Measurement of ROS Production
Reactive oxygen species (ROS) production was investigated by dihydroethidium (DHE) staining. For in vitro experiments, MPC5 cells were seeded in a glass-bottom cell culture dish and incubated with DHE (S0063, Beyotime) for 1 h at 37°C, followed by DAPI staining. The cells were then washed with PBS and examined under a fluorescence microscope.
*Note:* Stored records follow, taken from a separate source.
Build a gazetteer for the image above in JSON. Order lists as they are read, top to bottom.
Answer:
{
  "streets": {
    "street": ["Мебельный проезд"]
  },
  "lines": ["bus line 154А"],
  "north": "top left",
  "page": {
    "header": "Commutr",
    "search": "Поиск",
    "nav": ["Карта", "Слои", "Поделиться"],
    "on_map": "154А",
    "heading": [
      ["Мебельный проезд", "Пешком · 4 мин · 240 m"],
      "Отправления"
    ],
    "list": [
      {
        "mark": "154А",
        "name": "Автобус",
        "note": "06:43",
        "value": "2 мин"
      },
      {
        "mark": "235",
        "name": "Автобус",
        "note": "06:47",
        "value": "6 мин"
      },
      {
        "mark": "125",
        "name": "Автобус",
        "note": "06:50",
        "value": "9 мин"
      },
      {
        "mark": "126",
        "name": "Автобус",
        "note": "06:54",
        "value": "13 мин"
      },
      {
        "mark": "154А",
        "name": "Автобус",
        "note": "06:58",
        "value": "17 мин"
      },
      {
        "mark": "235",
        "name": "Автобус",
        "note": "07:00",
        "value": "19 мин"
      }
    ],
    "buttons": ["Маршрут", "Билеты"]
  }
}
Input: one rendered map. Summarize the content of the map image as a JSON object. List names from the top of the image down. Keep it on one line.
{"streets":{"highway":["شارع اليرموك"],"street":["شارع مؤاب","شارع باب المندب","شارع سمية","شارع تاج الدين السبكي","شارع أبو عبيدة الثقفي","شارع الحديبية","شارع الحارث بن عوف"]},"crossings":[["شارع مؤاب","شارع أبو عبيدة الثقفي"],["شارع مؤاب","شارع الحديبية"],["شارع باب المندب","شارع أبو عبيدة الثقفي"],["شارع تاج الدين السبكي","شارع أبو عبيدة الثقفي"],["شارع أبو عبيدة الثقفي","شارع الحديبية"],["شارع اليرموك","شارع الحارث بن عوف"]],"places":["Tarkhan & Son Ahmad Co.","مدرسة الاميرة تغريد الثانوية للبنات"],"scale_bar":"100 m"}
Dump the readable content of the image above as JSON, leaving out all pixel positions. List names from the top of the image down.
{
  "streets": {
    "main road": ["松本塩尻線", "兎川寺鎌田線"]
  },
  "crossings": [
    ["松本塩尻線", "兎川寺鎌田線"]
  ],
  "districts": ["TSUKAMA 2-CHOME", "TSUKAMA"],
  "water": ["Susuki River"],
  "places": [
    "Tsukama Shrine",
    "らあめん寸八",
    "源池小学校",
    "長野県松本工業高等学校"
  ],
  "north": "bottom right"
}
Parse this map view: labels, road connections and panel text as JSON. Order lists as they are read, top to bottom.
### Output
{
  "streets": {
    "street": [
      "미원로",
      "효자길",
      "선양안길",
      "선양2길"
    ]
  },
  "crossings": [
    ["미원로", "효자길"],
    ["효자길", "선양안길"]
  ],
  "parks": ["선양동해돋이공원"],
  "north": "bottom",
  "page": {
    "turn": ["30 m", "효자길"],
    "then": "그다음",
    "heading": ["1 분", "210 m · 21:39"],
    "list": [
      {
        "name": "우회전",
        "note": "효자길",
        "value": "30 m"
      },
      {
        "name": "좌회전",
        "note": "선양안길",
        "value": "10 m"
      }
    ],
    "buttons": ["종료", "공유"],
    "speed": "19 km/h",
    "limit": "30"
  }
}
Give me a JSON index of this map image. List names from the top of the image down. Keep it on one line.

Measurement of Oxidative Stress
We obtained cell lysates of podocytes and stored them at −80°C in a refrigerator. We used a commercial kit to measure malondialdehyde (MDA), superoxide dismutase (SOD), catalase (CAT), and glutathione peroxidase (GSH-Px) activities (S0131S, S0109, S0051, and S0056, Beyotime, Shanghai, China). We followed a previously published protocol to estimate the amount of oxidative stress. 15
Quantitative Reverse Transcription Polymerase Chain Reaction (RT-qPCR)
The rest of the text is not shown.